Um tribunal de Granada impôs uma pena de dois anos de prisão por um crime de lesões por imprudência grave ao proprietário e a um empregado da 'escape room' de Cájar (Granada), responsabilizando-os pelas graves queimaduras sofridas por uma mulher em junho de 2022, quando foi aspergida com um líquido que continha gasolina e ao qual foi ateado fogo.
A resolução judicial, comunicada nesta segunda-feira e à qual teve acesso a Europa Press, declara provado que o empresário permitiu o uso de gasolina e fogo no desenvolvimento do jogo "sem realizar uma mínima supervisão de como, quando e que trabalhador realizava a mistura de gasolina e água; que recipiente utilizavam e se aspergia a uma ou mais pessoas".
A juíza da Seção Penal do Tribunal de Instância de Granada, Praça número 5, sublinha que o responsável estava plenamente ciente de que a atividade era realizada na residência conhecida como 'Villa Amparo' sem licença e com "ausência absoluta de medidas de segurança", nem protocolos de emergência, contando ainda com pessoal sem a formação necessária e um deles sem contrato de trabalho.
Além disso, a sentença detalha que não foi fornecida aos clientes qualquer informação sobre os riscos da experiência, que na noite de 26 de junho de 2022 era oferecida na modalidade denominada 'hardcore', orientada a provocar emoções intensas.
O segundo condenado é o trabalhador que jogou sobre a vítima, de 42 anos, o líquido com gasolina e posteriormente aproximou um isqueiro, sem verificar antes a proporção da mistura inflamável.
Antes disso, a mulher havia sido imobilizada com as mãos atadas às costas e uma corda no pescoço, da qual conseguiu se soltar. Quando o empregado retornou, despejou o líquido sobre ela "a jato", utilizando uma garrafa branca, e apesar de ela ter avisado que cheirava "muito a gasolina", não recebeu resposta alguma.

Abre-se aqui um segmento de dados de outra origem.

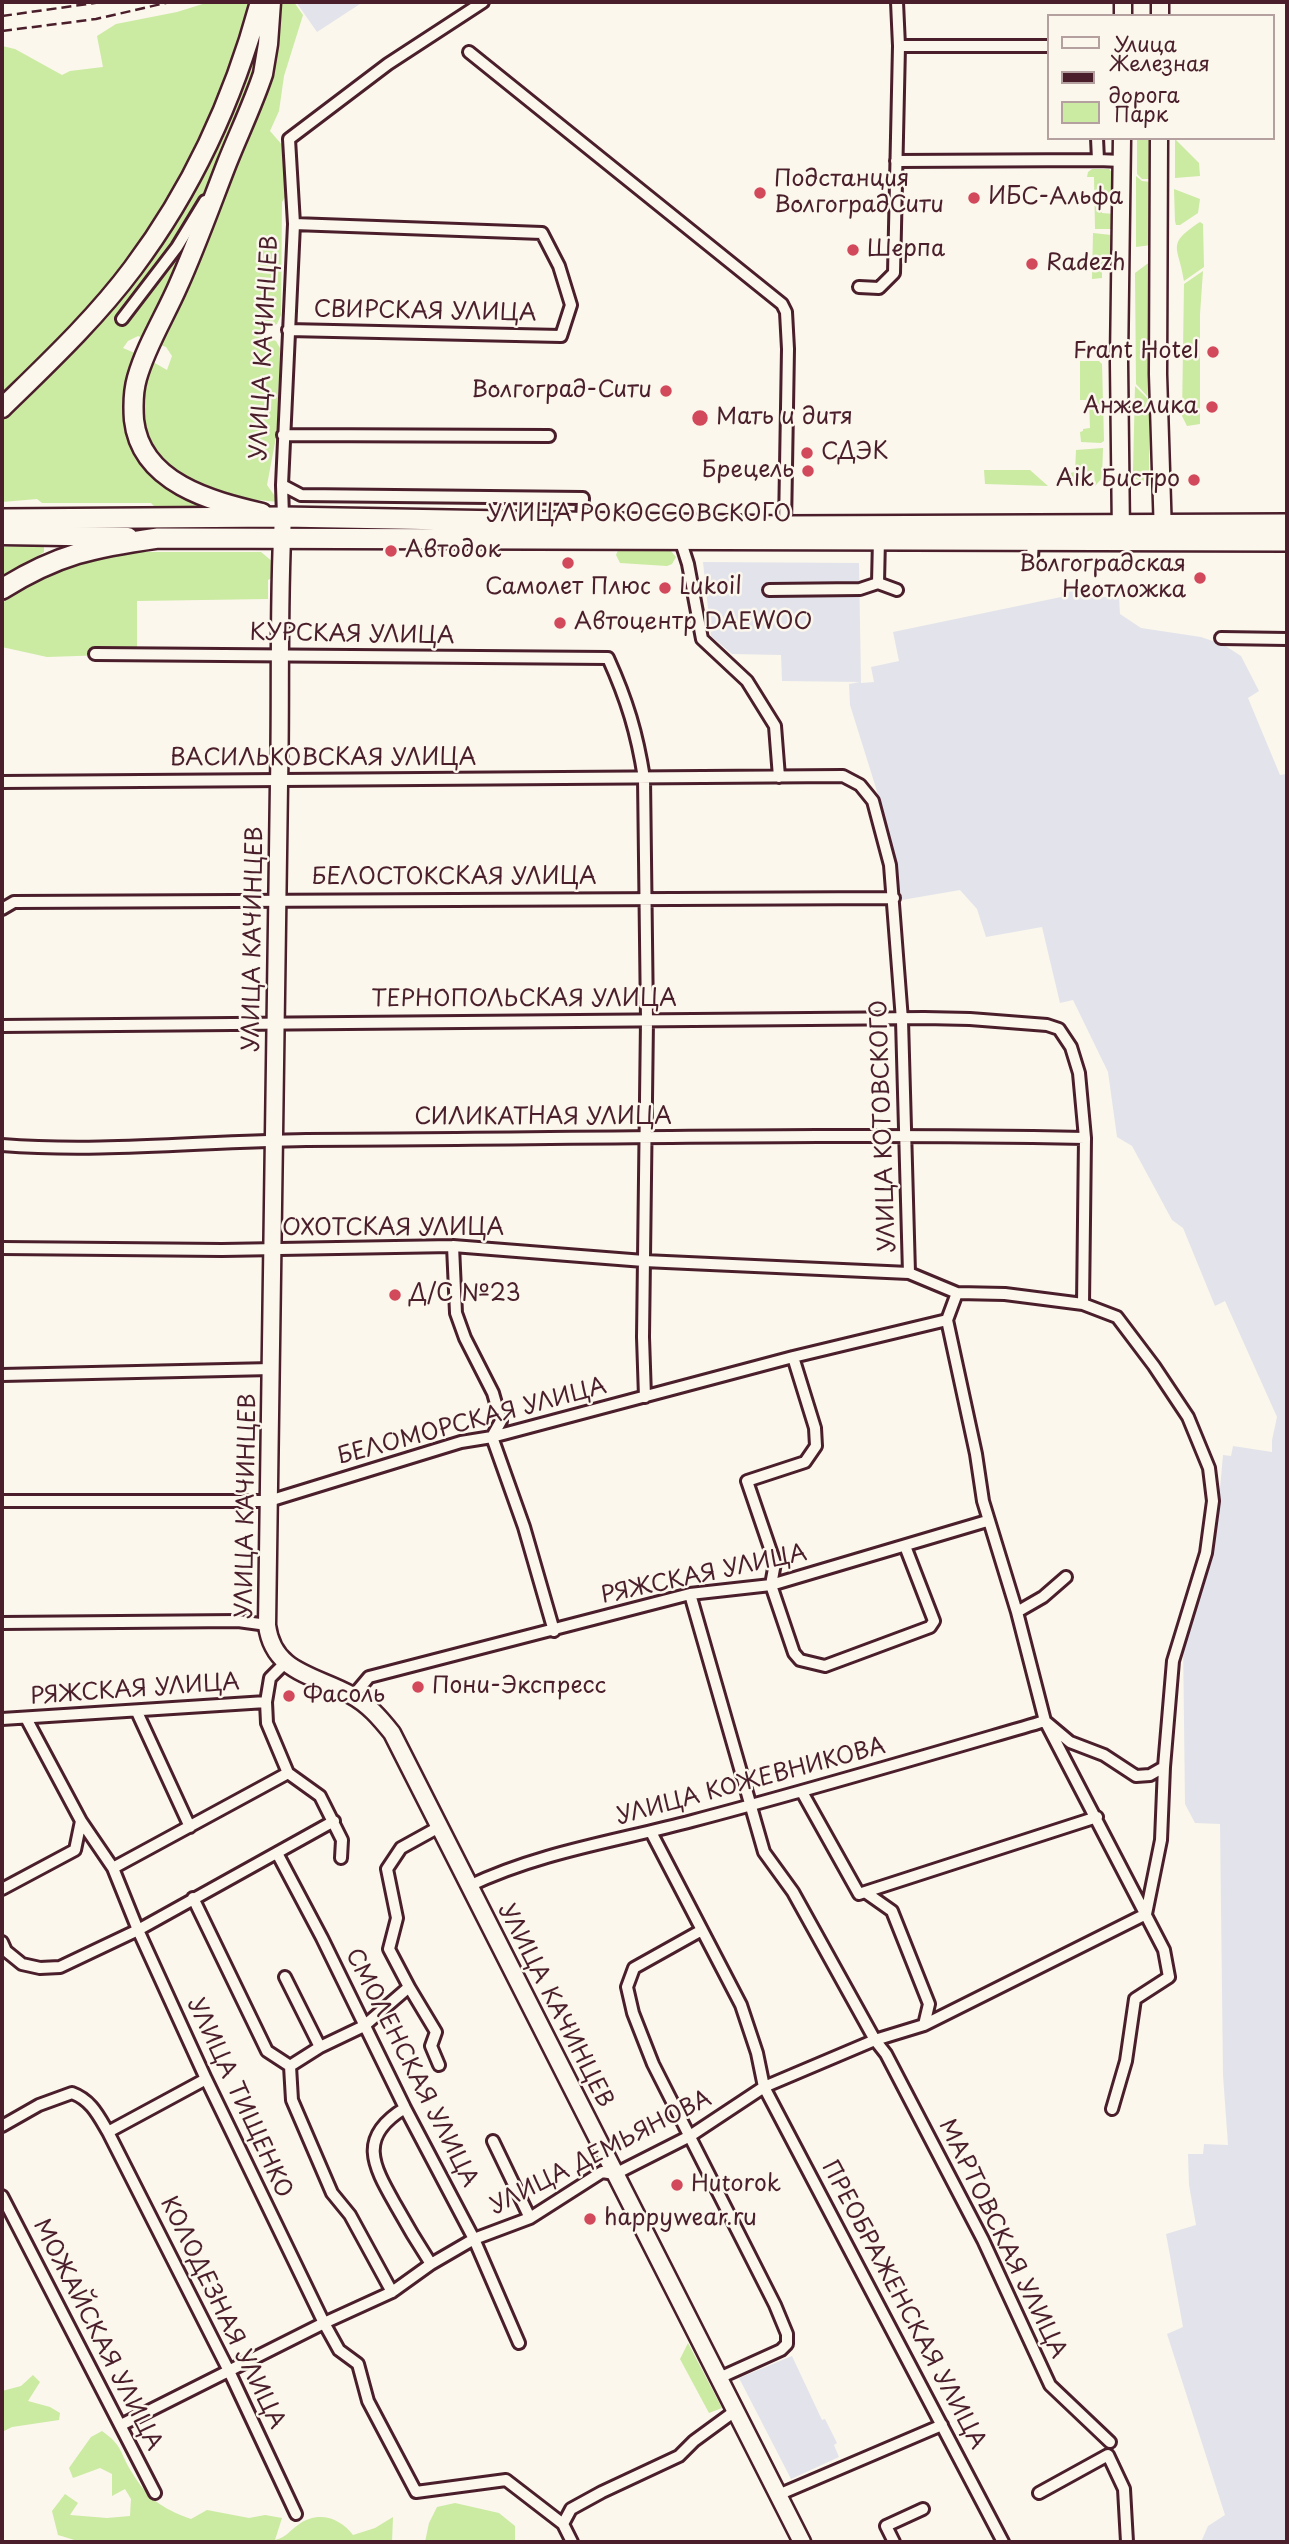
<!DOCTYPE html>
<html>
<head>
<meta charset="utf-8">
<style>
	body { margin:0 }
	#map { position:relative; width:1289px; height:2544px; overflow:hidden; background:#fbf7ec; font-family:"Playpen Sans",sans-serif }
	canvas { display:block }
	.frame { position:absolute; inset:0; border:4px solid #4a1f2b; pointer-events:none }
	.legend { position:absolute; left:1047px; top:14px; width:228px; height:126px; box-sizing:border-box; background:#fbf7ec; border:2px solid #b4a19f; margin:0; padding:9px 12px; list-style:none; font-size:21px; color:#4a1f2b }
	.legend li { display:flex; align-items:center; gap:14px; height:35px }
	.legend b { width:35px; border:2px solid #b4a19f }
</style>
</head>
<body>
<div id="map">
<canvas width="1289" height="2544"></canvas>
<div class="frame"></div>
<ul class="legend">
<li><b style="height:9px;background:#fbf7ec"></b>Улица</li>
<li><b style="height:9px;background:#4a1f2b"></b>Железная дорога</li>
<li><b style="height:19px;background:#cbeaa2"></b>Парк</li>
</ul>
</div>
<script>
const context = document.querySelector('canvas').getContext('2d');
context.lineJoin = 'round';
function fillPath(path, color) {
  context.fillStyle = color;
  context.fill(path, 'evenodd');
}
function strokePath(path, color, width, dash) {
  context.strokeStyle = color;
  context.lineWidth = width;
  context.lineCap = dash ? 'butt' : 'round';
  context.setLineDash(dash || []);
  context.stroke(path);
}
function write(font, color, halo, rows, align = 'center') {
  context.font = font + ' "Playpen Sans",sans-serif';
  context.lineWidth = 5;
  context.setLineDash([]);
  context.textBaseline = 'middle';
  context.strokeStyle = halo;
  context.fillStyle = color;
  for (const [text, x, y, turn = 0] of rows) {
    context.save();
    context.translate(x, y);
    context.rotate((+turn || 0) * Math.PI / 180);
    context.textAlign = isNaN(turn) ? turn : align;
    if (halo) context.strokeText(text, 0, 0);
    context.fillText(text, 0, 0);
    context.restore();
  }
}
fillPath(new Path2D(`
	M296,2h67l-46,30z
	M703,562l156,1 2,120 13,-1 -3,-15 28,-6 -6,-29 168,-35v-5l28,-1 1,6h29l1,17 21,14 60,9 23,8 17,11 18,35 -11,7 32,77 7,-1v1768h-86l7,-16 17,-11 -58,-181 16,-7 -17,-93 30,-9 -7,-40 -1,-31h15l1,-10 24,1 -5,-70 -3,-251 -25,-1 -10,-19 -2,-164 35,-129 5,-56 8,1 2,-10 39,6v-12l5,-23 -52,-116 -10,5 -32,-78 -11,-8 -40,-74 -15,-9 -9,-65 -35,-72 -13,3 -18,-76 -56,10 -9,-28 -17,-19 -58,10 -22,-99 -30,-96 -1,-21 11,-2 -78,-1 -1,-26 -49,-1 -21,-18z
	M792,2356l30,64 3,-1 12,24 -3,2 5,12 -48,22 -52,-101z`), '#e3e4eb');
fillPath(new Path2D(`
	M209,2h85l9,13 -19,61 -5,35 -9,20 13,15 9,40 -10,16 -1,113 -4,9 -16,6 1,6 14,5 4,7 -3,84 -10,53 12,17c-29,-3 -71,-5 -96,-21 -33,-22 -50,-61 -40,-100 2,-6 7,-13 10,-19l14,8 5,-14 -6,-9 -28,-11 -10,5 -5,7 14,6c-21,51 -15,114 40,141 11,5 24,9 35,13l-57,-1 -4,-4h-109l-5,-4 -35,3v-456l13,3 47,26 8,-4 33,-4 -6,-31 19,-12 61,-12z
	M1137,138h14v41h-9l-5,-5z
	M1175,139l24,24 1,13 -25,2z
	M1092,169h17l6,8v23l-12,-1 -1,14 12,1v15h-19l-1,-52h-7l1,-5z
	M1136,176l6,5 9,1v63l-15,2z
	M1174,189l26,10 -2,14 -18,12h-4l-1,-4z
	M1200,222l3,2 1,43 -20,14c-5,-35 -19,-36 16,-59z
	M1093,233l18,2v27l-1,2h-8v14l-10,1z
	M1151,261l-2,137 -13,-14 -1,-111z
	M1203,271l-3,43v110l-13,2 -5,-10 2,-132z
	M1099,361l3,3 2,77 -3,2 -20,-1 -1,-10 3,-1v-2l7,-1 -1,-28h-9v-39z
	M1135,386l14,14v75l-6,7 -9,-4 -1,-6z
	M1103,448l-1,30 -7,8 -1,-14 -14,-1 -1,17 -8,-1 -1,-14 5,-1 1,-22z
	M984,470h46l18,16 -63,-2z
	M41,545l3,1v6l-42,27v-32z
	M623,548l47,2 6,7 -4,7 -5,2 -47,-3 -4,-8 2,-5z
	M130,552h131l12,10 1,15 -6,3v19l-131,2v53l-90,3 -45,-10v-44c39,-25 81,-47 128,-51z
	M688,2343l34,65 -13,5 -29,-54z
	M33,2375l7,7 -12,19 22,6 10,6 -1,7 -47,7 -10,5v-41l19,-5z
	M102,2431c21,15 17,20 29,40 17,28 30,37 60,48l16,-9 42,8 16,-3 17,3 -7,22c12,-3 14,-9 23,-15 20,-15 42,-7 55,10l22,-7 18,-11 -1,25h-311l-23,-7 -6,-24 13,-17 13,9 -8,12 37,3 23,-2 1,-17 -6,-10 -13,7v-22l-12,-6 -27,10 -4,-10 22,-31z
	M455,2503l44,10 16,13v16h-90l4,-19 8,-16z`), '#cbeaa2');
const street = new Path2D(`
	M483,2l-95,62 -99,75 5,85 -12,261 19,10 282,3 -1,24
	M899,46h150
	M469,52l313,252 4,8 2,37 -3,177
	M1097,138l1,22 24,1
	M896,161l202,-1
	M859,287l20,1 15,-15 5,-227 -2,-44
	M122,319l55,-72 28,-46
	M288,330l273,6 10,-31 -12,-39 -17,-33 -248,-9
	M283,435l266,1
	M282,485l1,32
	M680,539l8,25 14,75 45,42 28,45 4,51
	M879,539l-1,44 19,7
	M1032,558l1,-18
	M769,590l91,-1 18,-6
	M1221,638l66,1
	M95,654l513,4c19,42 29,75 36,120l3,242 -4,317 2,60
	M2,782l841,-6 17,9 13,16 17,64 12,155 7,253
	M2,909l12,-7 880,-4
	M2,1026l922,-8 46,1 77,6 12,4 12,18 8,26 6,65 -2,166
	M2,1145c101,8 203,-4 304,-5 260,-1 520,-7 779,-2
	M453,1246l3,67 9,25 28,55 8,28 -9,16 32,90 30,104
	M2,1248l220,2 231,-4 191,15 265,12 48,20 48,1 78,10 34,13 37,49 34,51 21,51 4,33 -7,52 -33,108 -9,106 -3,73 -15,74
	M957,1293l-10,27 29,134 7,47 34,111 28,109 119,229 5,27 -34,22 -9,62 -14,48
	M793,1357l22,71 1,18 -11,16 -58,19 28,82 -4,22 23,68 6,7 25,6 105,-39 4,-6 -29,-75
	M2,1375l270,-6
	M2,1501h267l192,-59 31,-5 301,-80 154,-37
	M690,1594l74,258 29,40 82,148 11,14 97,186 67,145 60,57
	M1017,1612l26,-15 23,-20
	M2,1623l236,-2 29,4
	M353,1696l16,-19 321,-83 81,-9 216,-64
	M266,1702l1,21 21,50 32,23 22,44 -1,18
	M137,1712l53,115
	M26,1718l55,103 32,47 25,62 68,149 118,244 15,27 19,14 10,37 48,91 90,-12 57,44 9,18
	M2,1719l264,-17 4,-24 15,-15
	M802,1792l57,102 6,-2 27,19 37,93 -5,21
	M651,1832l90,173 16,48 7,34 239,455
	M277,1853l45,85 83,170 69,131 45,104
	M113,1868l175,-95
	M469,1886c71,-34 148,-45 223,-65 118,-31 236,-66 353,-100l25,21 34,13 32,21 14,-1 14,-8
	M2,1889l73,-39 6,-29
	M865,1892l232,-75
	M193,1898l74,153 23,15 2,34 40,93 18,22 42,77
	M702,1930l-68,38 -7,19 6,26 20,51 122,241 12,29v10l-6,6 -62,28
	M2,1942l4,9 16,13 18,4 20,-1 78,-37 196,-109
	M285,1977l35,70
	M409,1987l27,45 -5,14 8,19
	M290,2066l30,-19 44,-21 45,-39 -20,-38 8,-31 -10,-49 14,-21 38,-21
	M405,2108c-48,29 -32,57 -10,96 11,20 23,40 36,60
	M2,2126l37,-21 33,-12c19,7 26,22 36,39l121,239 67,143
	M108,2132l98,-53
	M493,2141l37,77
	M2,2196l153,297
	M121,2425l203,-102 68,-31 39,-28 43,-25 56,-21 72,-46 13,2 75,-38 74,-49 111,-47 49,-15 222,-111
	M1039,2493l69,-38 16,34 3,53
	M778,2495l164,-70
	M563,2524l8,-15 31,-17 77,-36 15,-15 41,-30
	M894,2542l-8,-16 37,-17`);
const secondary = new Path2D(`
	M1123,16v-14
	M1160,16v-14
	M1159,138l-1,236 5,161
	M283,517c-5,89 -2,178 -4,267 -5,281 -9,561 -12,841 6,48 48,50 84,70 17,9 29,23 41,38l410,809
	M1121,535l-2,-173 3,-224`);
const primary = new Path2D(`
	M2,408c45,-44 93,-89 131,-140 60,-80 101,-170 127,-266
	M262,513c-51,-12 -121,-30 -128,-93 -1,-14 -1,-28 3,-42 9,-32 28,-62 41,-92 18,-40 33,-82 49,-123 12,-30 26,-59 36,-89l5,-30 3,-42
	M2,535l126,2`);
const highway = new Path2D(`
	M2,519l281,-2 502,9 502,-2
	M2,589c56,-35 92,-42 156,-51l1129,3`);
strokePath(street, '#4a1f2b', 16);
strokePath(secondary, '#4a1f2b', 21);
strokePath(primary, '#4a1f2b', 23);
strokePath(highway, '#4a1f2b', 24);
strokePath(street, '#fbf7ec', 10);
strokePath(secondary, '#fbf7ec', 16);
strokePath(primary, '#fbf7ec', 18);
strokePath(highway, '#fbf7ec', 19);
strokePath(new Path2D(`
	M2,16l100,-14
	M2,31l94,-12 74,-17`), '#4a1f2b', 2.5, [10, 5]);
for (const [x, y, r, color] of [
	[760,193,7,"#d1495b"],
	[974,198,7,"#d1495b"],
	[853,250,7,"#d1495b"],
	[1032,264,7,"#d1495b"],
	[1213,352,7,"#d1495b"],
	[666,391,7,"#d1495b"],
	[1212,407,7,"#d1495b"],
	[700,418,9,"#d1495b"],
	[807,453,7,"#d1495b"],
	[808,471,7,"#d1495b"],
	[1194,480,7,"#d1495b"],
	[391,551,7,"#d1495b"],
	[568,563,7,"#d1495b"],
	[1200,578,7,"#d1495b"],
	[665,588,7,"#d1495b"],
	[560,623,7,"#d1495b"],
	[395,1295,7,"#d1495b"],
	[418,1687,7,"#d1495b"],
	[289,1696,7,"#d1495b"],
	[677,2185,7,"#d1495b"],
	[590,2219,7,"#d1495b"]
]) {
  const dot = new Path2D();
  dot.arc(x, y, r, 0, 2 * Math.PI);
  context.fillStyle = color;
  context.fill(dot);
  strokePath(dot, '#fbf7ec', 2.5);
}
write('23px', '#4a1f2b', '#fbf7ec', [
	["Подстанция",774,180],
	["ВолгоградСити",774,206],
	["ИБС-Альфа",988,198],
	["Шерпа",867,250],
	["Radezh",1046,264],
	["Frant Hotel",1199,352,"right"],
	["Волгоград-Сити",652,391,"right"],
	["Анжелика",1198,407,"right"],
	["Мать и дитя",716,418],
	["СДЭК",821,453],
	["Брецель",794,471,"right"],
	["Aik Бистро",1180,480,"right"],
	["Автодок",405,551],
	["Волгоградская",1186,565,"right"],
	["Неотложка",1186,591,"right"],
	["Самолет Плюс",568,588,"center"],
	["Lukoil",679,588],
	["Автоцентр DAEWOO",574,623],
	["Д/С №23",409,1295],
	["Пони-Экспресс",432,1687],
	["Фасоль",303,1696],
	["Hutorok",691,2185],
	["happywear.ru",604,2219]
], 'left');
write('23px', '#4a1f2b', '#fbf7ec', [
	["СВИРСКАЯ УЛИЦА",425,312,1],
	["УЛИЦА КАЧИНЦЕВ",265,348,-87],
	["УЛИЦА РОКОССОВСКОГО",639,515],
	["КУРСКАЯ УЛИЦА",352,635,1],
	["ВАСИЛЬКОВСКАЯ УЛИЦА",323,759],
	["БЕЛОСТОКСКАЯ УЛИЦА",454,878],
	["УЛИЦА КАЧИНЦЕВ",254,939,-89],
	["ТЕРНОПОЛЬСКАЯ УЛИЦА",524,1000],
	["СИЛИКАТНАЯ УЛИЦА",543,1118],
	["УЛИЦА КОТОВСКОГО",884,1126,-92],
	["ОХОТСКАЯ УЛИЦА",393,1229],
	["БЕЛОМОРСКАЯ УЛИЦА",472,1422,-15],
	["УЛИЦА КАЧИНЦЕВ",247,1506,-89],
	["РЯЖСКАЯ УЛИЦА",704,1575,-12],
	["РЯЖСКАЯ УЛИЦА",135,1690,-4],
	["УЛИЦА КОЖЕВНИКОВА",751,1782,-15],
	["УЛИЦА КАЧИНЦЕВ",555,2006,63],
	["СМОЛЕНСКАЯ УЛИЦА",411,2068,63],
	["УЛИЦА ТИЩЕНКО",239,2098,65],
	["УЛИЦА ДЕМЬЯНОВА",601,2153,-27],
	["МАРТОВСКАЯ УЛИЦА",1002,2239,64],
	["ПРЕОБРАЖЕНСКАЯ УЛИЦА",903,2305,62],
	["КОЛОДЕЗНАЯ УЛИЦА",222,2313,64],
	["МОЖАЙСКАЯ УЛИЦА",97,2335,63]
]);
</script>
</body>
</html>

O trabalhador então acendeu um isqueiro e, embora a vítima tenha soprado duas vezes para tentar apagar a chama, na terceira não conseguiu "e começou a arder".
A afetada ouviu como um de seus amigos, que participava do jogo e havia sido introduzido em um baú, lhe indicava que rolasse pelo chão, mas não conseguiu fazê-lo; tirou a camiseta enquanto o empregado abandonava o local e "voltou com um extintor apagando as chamas".
A seguir chegaram suas amigas, que a ouviram gritar de outra sala, a levaram para o pátio e lá jogaram água, após o que foi evacuada em ambulância para o hospital, onde ficou internada na Unidade de Cuidados Intensivos.
A mulher padeceu queimaduras de segundo grau profundo no rosto, no pescoço e em outras áreas do corpo, sendo obrigada a passar por três operações cirúrgicas e ficando com importantes sequelas permanentes.
A juíza absolve, por outro lado, o outro trabalhador presente naquele dia, que não tinha contrato e não interveio nas ações que provocaram que a vítima ficasse queimada durante o jogo.
Sua atuação, segundo relata a resolução, se limitou a contar ao grupo que a trama se desenrolava em um museu, que deveriam avançar pelas diferentes salas resolvendo enigmas e que não podiam tocar os objetos que não estivessem sinalizados, "nada mais".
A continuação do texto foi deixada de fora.